**Required work**
Copy each line from the entries that the word "position" appears in.

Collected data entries
◇ ◇ ◇

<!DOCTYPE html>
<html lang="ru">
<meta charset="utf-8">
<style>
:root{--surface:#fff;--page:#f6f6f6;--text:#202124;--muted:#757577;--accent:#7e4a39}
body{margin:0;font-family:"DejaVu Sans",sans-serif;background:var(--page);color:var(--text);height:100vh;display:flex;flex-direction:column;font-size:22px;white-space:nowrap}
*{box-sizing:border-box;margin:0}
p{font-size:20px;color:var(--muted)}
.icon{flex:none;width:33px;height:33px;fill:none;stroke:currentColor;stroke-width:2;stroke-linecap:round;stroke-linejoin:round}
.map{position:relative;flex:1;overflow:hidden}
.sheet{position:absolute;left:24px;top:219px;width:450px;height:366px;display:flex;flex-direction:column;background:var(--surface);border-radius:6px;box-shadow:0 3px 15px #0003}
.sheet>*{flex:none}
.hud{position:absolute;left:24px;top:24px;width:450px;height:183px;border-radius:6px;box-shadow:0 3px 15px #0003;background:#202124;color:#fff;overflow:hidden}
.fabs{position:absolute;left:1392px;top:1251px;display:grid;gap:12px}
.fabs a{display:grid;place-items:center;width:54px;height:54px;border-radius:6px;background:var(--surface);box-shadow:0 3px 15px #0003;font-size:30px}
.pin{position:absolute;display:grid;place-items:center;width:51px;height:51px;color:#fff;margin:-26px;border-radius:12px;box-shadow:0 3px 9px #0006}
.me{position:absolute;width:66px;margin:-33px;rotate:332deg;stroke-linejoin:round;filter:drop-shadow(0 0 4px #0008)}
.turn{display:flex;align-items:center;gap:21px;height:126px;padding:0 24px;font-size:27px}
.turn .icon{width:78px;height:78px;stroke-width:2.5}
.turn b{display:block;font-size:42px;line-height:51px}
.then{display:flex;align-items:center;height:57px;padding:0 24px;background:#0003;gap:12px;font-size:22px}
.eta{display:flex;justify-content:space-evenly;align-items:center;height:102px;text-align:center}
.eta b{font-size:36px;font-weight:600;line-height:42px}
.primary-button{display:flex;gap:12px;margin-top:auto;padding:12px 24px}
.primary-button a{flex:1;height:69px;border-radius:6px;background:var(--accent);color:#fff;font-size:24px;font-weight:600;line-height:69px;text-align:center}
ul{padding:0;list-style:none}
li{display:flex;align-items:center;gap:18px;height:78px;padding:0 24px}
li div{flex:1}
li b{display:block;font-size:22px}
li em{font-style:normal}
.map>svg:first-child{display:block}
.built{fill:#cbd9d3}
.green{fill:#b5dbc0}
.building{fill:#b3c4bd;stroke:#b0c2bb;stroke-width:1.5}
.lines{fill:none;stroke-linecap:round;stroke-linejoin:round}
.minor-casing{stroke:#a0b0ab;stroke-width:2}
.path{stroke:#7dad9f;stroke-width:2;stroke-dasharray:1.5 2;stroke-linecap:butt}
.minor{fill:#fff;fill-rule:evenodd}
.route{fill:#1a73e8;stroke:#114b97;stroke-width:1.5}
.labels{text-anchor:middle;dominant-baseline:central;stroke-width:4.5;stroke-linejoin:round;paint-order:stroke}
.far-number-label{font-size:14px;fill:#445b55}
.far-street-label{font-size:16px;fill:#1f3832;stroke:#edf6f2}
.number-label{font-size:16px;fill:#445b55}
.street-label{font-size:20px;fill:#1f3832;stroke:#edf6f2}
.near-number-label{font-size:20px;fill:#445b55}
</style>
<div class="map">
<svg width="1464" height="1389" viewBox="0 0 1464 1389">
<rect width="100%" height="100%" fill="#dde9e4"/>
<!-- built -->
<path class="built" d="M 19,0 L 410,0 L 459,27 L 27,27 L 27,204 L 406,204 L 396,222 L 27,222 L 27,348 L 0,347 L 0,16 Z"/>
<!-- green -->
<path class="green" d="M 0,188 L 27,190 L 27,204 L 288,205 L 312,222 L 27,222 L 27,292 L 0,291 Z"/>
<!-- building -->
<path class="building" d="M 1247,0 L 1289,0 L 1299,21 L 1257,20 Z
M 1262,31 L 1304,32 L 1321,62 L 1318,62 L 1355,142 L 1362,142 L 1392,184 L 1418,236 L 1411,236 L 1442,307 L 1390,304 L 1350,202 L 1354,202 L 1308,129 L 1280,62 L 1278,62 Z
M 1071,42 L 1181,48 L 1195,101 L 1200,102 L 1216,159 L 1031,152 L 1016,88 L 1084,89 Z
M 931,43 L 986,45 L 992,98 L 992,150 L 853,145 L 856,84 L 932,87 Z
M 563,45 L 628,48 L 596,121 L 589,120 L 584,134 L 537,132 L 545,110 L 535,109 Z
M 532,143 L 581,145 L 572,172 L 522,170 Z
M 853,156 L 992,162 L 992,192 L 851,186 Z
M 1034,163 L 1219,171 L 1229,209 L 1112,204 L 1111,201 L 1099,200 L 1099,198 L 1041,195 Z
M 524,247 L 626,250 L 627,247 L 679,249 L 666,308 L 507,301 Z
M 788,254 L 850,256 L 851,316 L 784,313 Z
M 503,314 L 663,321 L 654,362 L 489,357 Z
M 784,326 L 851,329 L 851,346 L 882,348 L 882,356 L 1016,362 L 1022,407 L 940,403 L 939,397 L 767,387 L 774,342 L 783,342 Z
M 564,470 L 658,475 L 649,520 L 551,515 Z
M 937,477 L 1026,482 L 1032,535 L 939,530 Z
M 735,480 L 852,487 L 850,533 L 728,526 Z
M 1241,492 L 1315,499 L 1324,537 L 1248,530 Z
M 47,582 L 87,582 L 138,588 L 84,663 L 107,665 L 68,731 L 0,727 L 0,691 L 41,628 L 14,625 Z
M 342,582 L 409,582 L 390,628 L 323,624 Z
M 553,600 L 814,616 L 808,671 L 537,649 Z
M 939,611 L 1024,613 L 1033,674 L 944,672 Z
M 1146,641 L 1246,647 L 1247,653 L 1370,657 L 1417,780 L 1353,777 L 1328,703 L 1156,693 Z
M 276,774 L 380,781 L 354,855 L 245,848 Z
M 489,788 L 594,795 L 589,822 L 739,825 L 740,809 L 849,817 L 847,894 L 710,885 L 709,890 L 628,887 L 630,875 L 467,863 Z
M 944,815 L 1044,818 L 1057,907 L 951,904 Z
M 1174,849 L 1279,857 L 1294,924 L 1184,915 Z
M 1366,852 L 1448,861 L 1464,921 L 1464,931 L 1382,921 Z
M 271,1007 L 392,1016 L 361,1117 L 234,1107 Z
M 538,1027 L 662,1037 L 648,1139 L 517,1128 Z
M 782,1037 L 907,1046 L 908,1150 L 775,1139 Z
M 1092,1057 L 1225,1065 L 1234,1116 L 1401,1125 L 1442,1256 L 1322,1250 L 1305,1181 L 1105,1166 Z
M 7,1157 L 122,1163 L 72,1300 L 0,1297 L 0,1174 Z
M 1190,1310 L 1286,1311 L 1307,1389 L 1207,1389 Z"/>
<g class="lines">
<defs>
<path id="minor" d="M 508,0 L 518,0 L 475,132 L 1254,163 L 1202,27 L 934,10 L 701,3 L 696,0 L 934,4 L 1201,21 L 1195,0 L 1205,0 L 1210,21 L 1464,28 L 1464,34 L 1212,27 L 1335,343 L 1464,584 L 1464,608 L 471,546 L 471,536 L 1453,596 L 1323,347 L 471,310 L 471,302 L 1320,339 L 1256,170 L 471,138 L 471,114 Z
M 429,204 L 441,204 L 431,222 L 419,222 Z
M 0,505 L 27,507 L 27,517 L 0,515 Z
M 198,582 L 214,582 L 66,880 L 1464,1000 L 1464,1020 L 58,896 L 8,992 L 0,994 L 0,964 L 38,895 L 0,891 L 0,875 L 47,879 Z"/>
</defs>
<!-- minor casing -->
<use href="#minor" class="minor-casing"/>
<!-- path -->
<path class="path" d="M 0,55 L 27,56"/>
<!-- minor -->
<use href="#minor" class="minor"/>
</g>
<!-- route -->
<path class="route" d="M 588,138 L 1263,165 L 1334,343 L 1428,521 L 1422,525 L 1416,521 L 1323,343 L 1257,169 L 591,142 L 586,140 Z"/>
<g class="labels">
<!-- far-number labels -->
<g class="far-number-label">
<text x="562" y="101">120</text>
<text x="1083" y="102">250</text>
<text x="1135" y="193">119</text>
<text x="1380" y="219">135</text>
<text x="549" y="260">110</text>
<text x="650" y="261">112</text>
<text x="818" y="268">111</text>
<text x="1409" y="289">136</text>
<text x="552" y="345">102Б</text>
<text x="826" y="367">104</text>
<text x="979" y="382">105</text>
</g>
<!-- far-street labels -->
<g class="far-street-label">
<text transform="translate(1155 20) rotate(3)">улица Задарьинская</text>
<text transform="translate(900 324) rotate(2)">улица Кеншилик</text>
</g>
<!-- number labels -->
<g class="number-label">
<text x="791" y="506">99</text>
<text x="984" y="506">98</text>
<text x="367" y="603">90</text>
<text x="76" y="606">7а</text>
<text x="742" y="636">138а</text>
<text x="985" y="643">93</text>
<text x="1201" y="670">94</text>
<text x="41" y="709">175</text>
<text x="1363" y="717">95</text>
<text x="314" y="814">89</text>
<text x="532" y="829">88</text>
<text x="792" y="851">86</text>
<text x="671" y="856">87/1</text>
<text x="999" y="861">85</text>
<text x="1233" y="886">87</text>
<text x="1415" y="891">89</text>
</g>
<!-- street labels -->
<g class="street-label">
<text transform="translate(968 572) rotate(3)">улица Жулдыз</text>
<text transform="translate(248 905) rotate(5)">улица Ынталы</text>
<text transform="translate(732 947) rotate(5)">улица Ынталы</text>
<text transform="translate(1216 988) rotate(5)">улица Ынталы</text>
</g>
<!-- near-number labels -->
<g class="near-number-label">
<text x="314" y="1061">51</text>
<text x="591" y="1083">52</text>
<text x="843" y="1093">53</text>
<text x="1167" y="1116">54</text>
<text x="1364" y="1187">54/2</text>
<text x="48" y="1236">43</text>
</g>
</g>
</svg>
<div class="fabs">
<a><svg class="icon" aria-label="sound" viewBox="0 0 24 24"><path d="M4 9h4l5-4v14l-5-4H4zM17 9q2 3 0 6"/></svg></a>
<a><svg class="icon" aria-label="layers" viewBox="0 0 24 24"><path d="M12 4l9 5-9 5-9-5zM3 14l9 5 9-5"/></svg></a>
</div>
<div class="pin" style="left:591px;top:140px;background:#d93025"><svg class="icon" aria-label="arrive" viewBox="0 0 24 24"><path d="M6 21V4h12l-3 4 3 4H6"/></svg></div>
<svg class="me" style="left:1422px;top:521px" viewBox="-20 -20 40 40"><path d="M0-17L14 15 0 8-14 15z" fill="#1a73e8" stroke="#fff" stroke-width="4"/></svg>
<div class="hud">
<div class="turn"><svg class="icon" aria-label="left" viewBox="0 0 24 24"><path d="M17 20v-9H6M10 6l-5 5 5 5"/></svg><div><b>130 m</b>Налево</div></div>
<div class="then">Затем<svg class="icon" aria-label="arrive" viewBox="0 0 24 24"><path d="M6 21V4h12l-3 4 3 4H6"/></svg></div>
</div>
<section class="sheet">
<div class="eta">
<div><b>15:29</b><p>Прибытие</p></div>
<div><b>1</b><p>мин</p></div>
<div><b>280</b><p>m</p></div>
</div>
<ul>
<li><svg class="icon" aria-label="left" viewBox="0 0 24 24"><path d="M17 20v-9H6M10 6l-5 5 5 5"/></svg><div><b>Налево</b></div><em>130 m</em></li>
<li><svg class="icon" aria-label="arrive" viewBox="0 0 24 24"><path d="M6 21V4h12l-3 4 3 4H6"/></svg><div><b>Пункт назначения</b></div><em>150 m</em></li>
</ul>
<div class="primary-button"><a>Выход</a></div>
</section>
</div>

◇ ◇ ◇

**Output for this task**
.map{position:relative;flex:1;overflow:hidden}
.sheet{position:absolute;left:24px;top:219px;width:450px;height:366px;display:flex;flex-direction:column;background:var(--surface);border-radius:6px;box-shadow:0 3px 15px #0003}
.hud{position:absolute;left:24px;top:24px;width:450px;height:183px;border-radius:6px;box-shadow:0 3px 15px #0003;background:#202124;color:#fff;overflow:hidden}
.fabs{position:absolute;left:1392px;top:1251px;display:grid;gap:12px}
.pin{position:absolute;display:grid;place-items:center;width:51px;height:51px;color:#fff;margin:-26px;border-radius:12px;box-shadow:0 3px 9px #0006}
.me{position:absolute;width:66px;margin:-33px;rotate:332deg;stroke-linejoin:round;filter:drop-shadow(0 0 4px #0008)}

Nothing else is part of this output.